| What to work on |
Find every line of the records that has "Пионерская" and return it.

| Given entries |
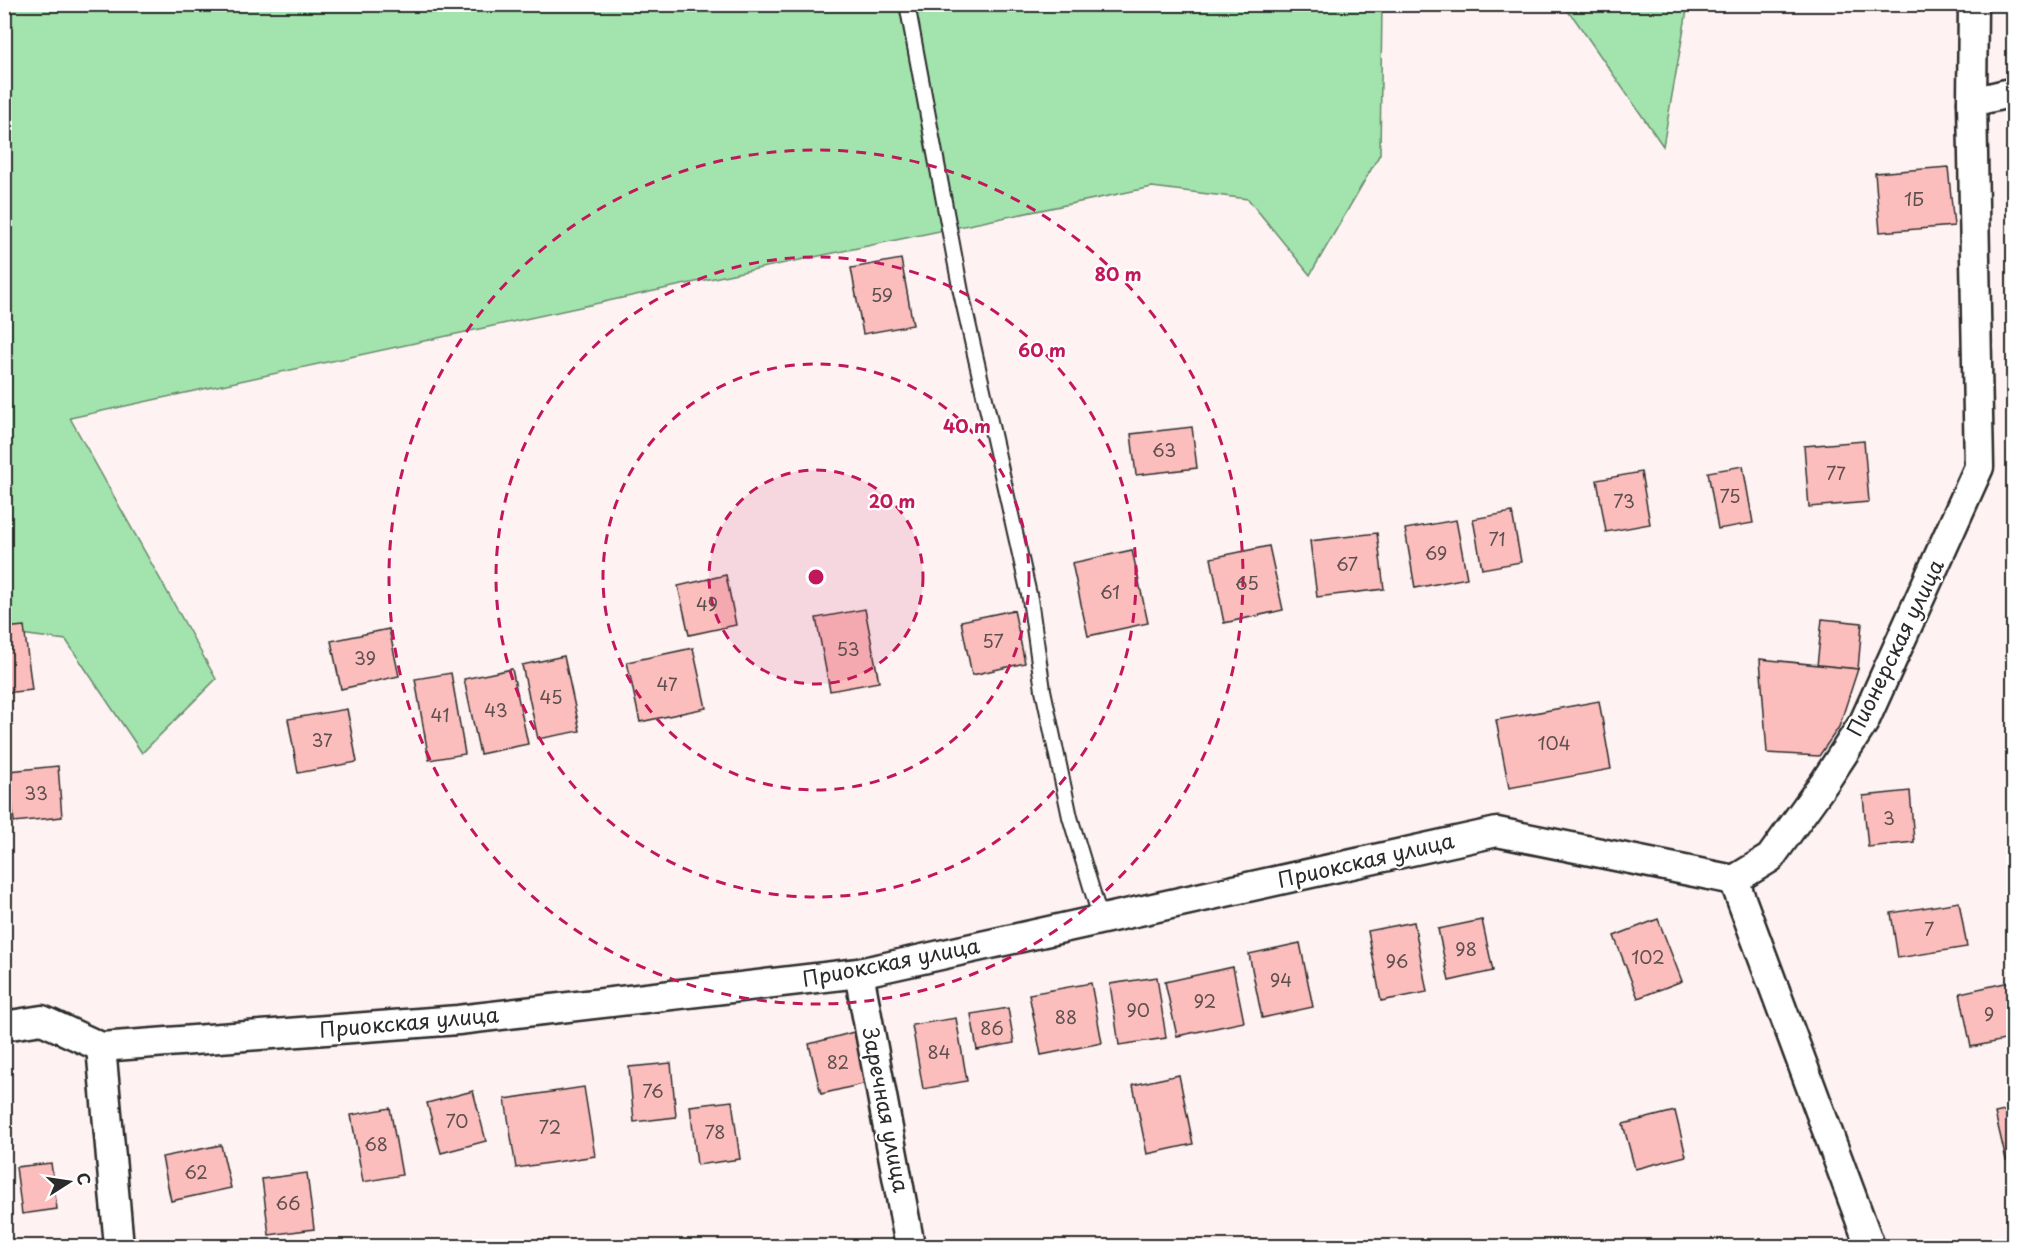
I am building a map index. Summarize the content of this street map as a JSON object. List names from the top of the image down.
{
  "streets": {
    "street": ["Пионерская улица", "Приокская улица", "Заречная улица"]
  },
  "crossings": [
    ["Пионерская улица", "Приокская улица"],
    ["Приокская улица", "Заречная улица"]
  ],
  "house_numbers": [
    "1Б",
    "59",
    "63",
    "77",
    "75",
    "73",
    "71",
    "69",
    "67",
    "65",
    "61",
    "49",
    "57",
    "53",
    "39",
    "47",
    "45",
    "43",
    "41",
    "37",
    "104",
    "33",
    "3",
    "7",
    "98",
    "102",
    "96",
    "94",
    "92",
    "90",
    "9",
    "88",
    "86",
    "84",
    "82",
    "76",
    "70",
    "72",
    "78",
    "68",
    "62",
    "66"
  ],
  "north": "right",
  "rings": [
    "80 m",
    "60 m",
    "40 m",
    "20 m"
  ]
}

| Answer for the task |
    "street": ["Пионерская улица", "Приокская улица", "Заречная улица"]
    ["Пионерская улица", "Приокская улица"],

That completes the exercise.